Moiré materials and incommensurability-driven phases in two-dimensions.
Postdoctoral Associate
Recently, condensed matter physics has been captivated by a series of experiments showing superconductivity and correlated insulating phases in twisted bilayer graphene (TBG). TBG is composed of two sheets of graphene, carefully stacked on top of each other but physically twisted to reveal a moiré pattern. At small twist-angles (around 1 degree, the "magic angle"), kinetic energy dramatically decreases, allowing correlated phases unavailable in single graphene sheets to appear. TBG is one of the first in a set of materials called moiré materials, a whole class that allows unprecedented control thanks to the engineered superlattice appearing on the moiré pattern. However, these moiré patterns are in general incommensurate. In fact, TBG belongs to a subclass of moiré materials we discovered and called "magic-angle semimetals," which all show similar noninteracting phenomenology.
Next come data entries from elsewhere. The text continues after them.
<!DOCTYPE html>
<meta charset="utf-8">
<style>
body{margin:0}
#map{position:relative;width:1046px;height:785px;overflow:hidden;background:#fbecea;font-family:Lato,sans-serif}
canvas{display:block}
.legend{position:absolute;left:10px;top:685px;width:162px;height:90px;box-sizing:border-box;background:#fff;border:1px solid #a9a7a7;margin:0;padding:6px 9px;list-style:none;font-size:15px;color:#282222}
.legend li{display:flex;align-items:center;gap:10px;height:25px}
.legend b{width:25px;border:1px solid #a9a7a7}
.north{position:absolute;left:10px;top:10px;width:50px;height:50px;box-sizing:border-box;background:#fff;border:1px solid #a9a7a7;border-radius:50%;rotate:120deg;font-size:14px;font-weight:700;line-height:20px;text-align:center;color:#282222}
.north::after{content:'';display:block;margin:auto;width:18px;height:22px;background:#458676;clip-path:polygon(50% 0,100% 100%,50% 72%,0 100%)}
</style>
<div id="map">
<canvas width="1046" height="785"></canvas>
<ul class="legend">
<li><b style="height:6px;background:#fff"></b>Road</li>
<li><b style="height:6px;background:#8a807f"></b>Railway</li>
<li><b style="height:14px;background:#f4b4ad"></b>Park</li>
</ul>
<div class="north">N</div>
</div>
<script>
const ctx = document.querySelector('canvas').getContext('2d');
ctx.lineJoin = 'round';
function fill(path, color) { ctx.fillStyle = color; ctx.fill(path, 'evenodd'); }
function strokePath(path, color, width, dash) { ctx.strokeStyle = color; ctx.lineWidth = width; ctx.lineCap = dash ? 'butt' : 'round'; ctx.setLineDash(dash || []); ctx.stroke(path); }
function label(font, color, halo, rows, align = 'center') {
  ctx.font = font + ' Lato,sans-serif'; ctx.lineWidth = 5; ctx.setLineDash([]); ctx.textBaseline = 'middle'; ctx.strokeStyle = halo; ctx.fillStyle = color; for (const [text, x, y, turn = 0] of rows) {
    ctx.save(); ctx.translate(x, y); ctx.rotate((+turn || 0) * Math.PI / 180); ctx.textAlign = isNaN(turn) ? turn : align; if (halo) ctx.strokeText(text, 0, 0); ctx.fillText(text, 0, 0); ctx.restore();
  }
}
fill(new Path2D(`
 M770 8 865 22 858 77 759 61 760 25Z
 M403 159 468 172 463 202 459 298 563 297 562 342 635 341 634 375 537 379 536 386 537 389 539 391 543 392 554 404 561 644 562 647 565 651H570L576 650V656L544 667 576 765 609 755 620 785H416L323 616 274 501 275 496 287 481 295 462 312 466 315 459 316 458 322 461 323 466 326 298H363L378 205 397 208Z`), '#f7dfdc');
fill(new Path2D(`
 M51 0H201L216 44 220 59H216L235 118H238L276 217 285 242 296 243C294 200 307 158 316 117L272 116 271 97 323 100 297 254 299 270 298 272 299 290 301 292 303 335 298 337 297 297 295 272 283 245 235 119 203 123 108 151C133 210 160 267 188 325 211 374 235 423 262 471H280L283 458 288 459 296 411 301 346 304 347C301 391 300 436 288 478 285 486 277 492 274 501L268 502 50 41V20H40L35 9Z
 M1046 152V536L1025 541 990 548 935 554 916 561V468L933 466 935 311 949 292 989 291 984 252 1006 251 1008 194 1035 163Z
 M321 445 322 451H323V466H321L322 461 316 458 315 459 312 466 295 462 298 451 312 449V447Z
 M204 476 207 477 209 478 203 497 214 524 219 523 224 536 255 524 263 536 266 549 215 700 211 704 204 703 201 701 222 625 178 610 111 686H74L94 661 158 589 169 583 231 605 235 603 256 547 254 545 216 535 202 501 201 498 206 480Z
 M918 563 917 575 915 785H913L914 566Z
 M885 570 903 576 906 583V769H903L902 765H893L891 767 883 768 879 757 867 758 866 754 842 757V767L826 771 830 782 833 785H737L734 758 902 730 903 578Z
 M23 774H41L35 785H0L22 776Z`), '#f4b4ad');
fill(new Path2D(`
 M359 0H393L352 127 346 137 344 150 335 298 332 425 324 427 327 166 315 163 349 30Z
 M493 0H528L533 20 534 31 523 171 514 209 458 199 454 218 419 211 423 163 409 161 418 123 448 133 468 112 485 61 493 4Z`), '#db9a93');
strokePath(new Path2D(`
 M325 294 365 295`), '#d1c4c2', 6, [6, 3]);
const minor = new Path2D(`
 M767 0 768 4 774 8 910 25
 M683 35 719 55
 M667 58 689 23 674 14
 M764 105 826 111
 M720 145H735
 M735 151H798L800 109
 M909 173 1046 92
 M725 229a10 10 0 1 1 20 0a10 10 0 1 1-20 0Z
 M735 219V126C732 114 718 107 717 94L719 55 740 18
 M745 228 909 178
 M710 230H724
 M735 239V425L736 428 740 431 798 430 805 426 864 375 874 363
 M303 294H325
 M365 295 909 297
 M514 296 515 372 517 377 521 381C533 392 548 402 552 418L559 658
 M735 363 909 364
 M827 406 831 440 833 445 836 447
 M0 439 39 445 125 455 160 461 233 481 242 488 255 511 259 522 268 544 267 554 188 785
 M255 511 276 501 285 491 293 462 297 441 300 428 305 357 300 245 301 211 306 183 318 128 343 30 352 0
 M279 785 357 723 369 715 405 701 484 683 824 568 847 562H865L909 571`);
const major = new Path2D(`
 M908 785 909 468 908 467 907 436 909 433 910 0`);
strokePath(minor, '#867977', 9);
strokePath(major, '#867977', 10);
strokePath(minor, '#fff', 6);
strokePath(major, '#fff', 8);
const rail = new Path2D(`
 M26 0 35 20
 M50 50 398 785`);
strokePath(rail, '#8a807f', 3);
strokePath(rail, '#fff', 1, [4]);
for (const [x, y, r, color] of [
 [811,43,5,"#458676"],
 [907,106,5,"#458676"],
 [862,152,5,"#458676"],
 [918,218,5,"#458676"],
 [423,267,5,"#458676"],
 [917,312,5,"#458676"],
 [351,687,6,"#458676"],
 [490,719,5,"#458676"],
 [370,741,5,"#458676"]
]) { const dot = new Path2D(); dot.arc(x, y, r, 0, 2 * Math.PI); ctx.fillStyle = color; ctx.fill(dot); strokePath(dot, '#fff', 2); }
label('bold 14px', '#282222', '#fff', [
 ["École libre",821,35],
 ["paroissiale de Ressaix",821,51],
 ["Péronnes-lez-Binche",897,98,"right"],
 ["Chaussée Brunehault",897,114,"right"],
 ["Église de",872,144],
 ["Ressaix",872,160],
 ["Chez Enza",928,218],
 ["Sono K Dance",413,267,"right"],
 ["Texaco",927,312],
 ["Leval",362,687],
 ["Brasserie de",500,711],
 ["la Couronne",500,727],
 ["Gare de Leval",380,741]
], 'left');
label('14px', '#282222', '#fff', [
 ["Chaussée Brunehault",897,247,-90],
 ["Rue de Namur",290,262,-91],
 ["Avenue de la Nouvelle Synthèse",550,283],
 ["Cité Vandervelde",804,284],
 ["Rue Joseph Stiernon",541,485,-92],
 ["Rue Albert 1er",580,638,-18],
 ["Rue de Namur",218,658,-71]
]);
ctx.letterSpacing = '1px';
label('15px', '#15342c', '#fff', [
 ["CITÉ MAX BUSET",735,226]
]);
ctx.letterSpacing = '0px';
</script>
We found that some of these models can be built with single layers of cold-atomic gases and meta-materials, bringing magic-angles to new platforms and allowing for experiments to test theories under controlled conditions. Furthermore, at the "magic-angle," these models show a vanishing quasiparticle velocity, flat bands, and criticality. We postulate that the resulting metallic phase is unstable to correlations. Modifying the models to include topology, we can again see flat bands and criticality, hinting at a universal principle and a controllable platform for correlated phases.